The Philippines’ hosting of the 27th Asia-Pacific Economic Cooperation meetings is such a tremendous undertaking, culminating in the arrival in Manila of the leaders of 21 member-economies headed by the United States, China, Russia and Japan for discussions on trade and economic issues, as well as last week’s terrorist attacks in Paris and possibly the conflict in the South China Sea. The leaders’ summit caps the yearlong meetings of Apec ministers and other officials on regional trade concerns involving policies and reforms, held in various cities nationwide through the efforts of a public-private partnership aimed at pushing the Philippine agenda forward from 1996, when it first served as Apec host.

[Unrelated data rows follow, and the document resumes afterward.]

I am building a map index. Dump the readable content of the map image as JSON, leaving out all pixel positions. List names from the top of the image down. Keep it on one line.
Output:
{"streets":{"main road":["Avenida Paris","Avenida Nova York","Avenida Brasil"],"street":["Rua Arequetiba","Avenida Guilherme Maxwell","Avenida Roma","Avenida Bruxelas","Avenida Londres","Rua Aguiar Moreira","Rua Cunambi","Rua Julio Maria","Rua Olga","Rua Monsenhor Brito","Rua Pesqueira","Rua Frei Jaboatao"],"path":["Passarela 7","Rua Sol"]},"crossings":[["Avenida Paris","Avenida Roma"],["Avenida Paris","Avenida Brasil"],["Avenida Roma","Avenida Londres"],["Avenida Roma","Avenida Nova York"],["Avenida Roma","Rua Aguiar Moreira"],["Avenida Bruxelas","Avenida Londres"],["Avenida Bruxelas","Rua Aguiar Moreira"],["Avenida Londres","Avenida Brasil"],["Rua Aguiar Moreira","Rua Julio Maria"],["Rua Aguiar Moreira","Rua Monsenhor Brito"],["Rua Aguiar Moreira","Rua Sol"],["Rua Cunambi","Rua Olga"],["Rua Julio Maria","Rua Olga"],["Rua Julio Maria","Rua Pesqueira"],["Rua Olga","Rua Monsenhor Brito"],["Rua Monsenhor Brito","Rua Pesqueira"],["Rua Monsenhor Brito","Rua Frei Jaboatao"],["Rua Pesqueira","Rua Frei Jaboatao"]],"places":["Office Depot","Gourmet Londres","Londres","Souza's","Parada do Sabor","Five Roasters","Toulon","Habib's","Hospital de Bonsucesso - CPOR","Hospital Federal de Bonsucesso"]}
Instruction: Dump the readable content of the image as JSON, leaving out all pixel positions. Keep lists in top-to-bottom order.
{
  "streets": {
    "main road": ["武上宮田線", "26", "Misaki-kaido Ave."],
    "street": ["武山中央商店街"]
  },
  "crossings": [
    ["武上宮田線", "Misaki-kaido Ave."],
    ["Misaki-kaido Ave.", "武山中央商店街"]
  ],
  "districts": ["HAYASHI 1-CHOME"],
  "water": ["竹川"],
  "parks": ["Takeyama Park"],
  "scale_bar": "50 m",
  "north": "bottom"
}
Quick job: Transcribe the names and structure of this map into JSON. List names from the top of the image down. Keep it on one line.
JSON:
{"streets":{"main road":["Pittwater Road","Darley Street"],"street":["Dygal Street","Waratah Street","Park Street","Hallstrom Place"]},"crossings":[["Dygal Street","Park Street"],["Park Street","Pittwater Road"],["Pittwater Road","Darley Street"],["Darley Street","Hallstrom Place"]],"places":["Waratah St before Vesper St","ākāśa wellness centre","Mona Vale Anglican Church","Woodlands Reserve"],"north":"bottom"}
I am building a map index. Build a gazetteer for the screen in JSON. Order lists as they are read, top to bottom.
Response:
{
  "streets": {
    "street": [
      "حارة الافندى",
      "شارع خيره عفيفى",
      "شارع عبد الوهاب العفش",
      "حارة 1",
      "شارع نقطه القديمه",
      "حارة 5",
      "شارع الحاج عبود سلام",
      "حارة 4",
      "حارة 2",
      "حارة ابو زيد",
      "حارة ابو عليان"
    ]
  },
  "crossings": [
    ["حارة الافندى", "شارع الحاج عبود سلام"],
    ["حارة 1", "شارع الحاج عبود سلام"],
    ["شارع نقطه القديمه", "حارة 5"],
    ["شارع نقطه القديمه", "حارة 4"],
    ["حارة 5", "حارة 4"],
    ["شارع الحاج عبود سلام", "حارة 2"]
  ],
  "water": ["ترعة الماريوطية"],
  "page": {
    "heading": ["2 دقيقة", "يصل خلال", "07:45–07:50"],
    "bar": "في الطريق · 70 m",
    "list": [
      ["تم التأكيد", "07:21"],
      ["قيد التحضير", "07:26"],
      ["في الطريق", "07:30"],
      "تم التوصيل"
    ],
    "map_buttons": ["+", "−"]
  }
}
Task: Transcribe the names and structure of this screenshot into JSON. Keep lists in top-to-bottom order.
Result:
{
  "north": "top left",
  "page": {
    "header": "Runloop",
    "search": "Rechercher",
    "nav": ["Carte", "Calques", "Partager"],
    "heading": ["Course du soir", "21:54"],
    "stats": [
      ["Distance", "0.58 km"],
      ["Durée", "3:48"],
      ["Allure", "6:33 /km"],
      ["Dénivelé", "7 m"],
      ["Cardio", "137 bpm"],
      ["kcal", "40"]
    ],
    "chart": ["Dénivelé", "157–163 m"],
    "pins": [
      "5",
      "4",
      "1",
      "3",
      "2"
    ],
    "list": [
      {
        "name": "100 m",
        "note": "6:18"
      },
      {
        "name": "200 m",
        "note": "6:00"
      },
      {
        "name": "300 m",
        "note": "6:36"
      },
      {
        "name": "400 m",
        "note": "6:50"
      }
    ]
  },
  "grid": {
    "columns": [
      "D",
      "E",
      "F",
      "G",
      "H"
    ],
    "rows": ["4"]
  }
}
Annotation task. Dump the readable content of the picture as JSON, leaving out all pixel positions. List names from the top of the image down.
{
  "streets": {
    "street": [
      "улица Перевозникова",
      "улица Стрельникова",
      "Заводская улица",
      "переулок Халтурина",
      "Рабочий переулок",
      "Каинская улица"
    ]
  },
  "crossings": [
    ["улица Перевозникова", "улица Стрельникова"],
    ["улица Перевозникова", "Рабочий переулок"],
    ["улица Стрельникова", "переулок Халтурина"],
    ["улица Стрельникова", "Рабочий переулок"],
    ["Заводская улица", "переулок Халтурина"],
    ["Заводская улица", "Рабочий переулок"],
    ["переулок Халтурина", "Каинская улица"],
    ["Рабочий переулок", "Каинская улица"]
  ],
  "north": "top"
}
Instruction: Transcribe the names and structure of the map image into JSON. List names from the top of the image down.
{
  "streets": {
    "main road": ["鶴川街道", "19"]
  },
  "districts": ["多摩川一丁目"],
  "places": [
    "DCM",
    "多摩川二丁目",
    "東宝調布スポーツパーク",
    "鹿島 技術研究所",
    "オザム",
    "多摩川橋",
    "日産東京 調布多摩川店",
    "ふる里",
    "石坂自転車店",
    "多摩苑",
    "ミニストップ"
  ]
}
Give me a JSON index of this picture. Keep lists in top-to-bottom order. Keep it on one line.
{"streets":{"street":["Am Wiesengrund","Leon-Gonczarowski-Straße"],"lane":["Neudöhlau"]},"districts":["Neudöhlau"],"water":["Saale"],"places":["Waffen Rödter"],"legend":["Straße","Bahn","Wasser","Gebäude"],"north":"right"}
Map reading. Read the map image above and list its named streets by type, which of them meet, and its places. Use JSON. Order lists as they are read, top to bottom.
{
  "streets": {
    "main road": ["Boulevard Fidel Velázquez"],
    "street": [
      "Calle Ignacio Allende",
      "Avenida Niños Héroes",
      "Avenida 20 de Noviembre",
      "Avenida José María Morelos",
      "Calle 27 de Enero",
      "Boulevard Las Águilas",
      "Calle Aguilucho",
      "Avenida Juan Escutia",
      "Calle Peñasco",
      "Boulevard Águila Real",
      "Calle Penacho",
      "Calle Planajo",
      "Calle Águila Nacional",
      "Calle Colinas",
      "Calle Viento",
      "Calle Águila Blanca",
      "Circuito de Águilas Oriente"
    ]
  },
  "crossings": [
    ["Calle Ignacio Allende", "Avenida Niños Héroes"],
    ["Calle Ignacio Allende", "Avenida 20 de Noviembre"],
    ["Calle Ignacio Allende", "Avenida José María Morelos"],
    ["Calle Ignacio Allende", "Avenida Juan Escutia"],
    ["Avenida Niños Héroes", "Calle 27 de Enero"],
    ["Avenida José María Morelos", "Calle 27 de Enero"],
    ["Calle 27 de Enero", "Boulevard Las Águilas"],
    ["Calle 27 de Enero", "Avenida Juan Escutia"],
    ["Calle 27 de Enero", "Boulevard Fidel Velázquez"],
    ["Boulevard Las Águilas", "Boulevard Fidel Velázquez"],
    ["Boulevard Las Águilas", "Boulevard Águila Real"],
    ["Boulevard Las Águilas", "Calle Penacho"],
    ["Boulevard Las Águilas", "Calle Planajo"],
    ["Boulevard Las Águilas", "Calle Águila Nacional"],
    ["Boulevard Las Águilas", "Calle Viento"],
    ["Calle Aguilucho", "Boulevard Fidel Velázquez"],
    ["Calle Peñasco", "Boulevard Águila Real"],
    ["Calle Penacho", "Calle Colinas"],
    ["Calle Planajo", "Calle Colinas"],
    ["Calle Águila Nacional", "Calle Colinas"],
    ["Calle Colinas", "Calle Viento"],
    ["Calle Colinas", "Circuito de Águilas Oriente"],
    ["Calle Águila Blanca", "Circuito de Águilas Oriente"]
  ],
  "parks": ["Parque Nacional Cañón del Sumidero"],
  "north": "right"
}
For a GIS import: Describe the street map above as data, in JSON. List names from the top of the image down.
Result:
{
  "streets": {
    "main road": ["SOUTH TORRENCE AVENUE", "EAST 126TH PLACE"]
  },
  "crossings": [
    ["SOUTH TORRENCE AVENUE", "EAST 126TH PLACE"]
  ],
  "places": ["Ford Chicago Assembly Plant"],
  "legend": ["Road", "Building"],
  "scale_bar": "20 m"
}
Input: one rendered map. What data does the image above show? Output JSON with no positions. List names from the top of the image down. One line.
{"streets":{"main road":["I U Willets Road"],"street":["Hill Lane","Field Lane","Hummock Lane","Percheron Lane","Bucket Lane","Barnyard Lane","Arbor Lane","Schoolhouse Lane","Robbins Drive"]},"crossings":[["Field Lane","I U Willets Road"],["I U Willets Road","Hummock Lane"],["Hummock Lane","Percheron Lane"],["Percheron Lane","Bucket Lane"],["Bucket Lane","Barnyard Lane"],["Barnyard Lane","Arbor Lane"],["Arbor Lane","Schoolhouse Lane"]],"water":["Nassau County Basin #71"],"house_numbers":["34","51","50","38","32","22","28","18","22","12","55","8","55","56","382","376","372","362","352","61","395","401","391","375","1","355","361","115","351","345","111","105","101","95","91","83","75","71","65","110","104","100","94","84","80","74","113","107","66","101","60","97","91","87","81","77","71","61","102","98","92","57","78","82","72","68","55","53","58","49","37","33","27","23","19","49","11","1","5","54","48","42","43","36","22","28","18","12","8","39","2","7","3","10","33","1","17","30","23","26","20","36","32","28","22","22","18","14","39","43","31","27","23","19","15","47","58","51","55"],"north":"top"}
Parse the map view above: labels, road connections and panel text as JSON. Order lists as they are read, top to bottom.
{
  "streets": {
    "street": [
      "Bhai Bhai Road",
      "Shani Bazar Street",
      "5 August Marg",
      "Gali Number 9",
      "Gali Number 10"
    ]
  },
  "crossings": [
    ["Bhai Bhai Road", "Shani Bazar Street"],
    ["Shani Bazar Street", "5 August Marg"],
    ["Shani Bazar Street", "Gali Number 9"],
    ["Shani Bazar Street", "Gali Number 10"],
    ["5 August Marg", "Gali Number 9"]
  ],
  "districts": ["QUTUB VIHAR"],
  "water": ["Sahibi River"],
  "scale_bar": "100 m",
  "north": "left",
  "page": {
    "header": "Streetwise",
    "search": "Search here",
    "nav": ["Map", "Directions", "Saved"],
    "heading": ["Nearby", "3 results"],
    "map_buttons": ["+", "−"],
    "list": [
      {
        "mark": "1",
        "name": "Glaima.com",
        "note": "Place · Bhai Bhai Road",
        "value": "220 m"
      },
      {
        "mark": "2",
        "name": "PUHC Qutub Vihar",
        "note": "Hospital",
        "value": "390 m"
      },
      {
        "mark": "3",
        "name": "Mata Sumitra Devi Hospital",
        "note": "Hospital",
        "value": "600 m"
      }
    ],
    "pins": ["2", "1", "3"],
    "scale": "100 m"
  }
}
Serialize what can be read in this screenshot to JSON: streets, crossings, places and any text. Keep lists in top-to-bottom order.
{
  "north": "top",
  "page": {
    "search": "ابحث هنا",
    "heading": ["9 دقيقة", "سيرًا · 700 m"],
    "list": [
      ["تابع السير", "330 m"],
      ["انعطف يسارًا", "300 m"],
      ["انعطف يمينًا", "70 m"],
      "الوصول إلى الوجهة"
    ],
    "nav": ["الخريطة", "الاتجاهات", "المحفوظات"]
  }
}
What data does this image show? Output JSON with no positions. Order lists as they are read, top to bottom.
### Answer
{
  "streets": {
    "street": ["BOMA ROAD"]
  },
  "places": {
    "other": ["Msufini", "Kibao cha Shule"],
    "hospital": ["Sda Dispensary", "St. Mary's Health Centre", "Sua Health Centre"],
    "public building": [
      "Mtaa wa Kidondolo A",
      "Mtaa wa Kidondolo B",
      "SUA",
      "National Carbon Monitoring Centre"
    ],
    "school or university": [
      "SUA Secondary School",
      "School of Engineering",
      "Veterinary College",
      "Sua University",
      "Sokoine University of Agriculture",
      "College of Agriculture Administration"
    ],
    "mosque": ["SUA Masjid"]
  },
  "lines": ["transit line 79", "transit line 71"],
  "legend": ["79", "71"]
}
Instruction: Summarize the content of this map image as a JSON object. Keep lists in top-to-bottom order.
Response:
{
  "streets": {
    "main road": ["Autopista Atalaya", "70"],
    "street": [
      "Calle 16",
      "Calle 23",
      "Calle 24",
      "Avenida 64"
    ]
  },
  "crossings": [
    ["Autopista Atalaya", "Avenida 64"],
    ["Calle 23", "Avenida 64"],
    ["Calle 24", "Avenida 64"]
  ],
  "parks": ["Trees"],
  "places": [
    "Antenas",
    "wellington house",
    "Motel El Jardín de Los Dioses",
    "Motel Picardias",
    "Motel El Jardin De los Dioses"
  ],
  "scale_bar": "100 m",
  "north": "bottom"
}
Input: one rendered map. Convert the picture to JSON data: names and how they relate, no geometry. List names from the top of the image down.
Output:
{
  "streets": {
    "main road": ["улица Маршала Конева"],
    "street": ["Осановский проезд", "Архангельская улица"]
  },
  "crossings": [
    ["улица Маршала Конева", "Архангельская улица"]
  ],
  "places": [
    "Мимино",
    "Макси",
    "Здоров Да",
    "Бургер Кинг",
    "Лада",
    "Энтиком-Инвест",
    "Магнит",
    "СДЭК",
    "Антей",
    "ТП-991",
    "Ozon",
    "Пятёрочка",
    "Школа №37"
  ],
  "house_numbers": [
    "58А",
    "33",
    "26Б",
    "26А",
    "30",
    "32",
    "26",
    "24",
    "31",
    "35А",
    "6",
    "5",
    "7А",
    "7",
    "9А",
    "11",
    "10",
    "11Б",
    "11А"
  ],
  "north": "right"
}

Small potatoes it’s definitely not: For what Communications Secretary Sonny Coloma called the “flawless, seamless, hassle-free hosting” of the leaders’ summit and ministers’ meetings in Manila and others held in Cebu, Iloilo, Subic, Clark and Boracay, as much as P10 billion has been budgeted. It cannot be ascertained if that amount will ever be broken down for the benefit of those who demand de numero behavior from the proponents of daang matuwid. Suffice it to say it’s generally accepted that such events require a tidy sum, that sum representing an “investment,” or, as put by Ambassador Marciano Paynor Jr., the director general of the Apec 2015 National Organizing Council, “something that stems out of our own membership in multilateral forums.”
It’s unfortunate that the savage attacks last week in Paris claimed worldwide attention (but in fact they should, displaying as they did a level of barbarity to be roundly condemned and not countenanced); the Philippines as Apec host would otherwise have been at center stage for one moment in time, undimmed by the terrorist attacks’ malevolent shadow. As it happens, while already deemed too drastic early on, the security arrangements for the Apec summit are on seeming overdrive, with Metro Manila locked down as though it were—and, in a manner of speaking, it is—under siege.
Far be it from us to carp about government efforts to protect the leaders of the world’s incumbent and emerging superpowers, other heads of state, and at least 7,000 delegates. For them to be on Philippine soil, taking part in a conference under the aegis of the Philippine government, is an opportunity not to be missed. As we noted in this space last week, in the formulation of businessman Jaime Augusto Zobel de Ayala, it’s time the Philippines engaged and seized the chance to exercise leadership in a global setting. But regrettably, the general public is not in on things, is excluded, as it were. If things had been planned better, think how easily that public would have seized the chance to pull together with the Aquino administration to make the Philippines’ Apec hosting an unqualified success.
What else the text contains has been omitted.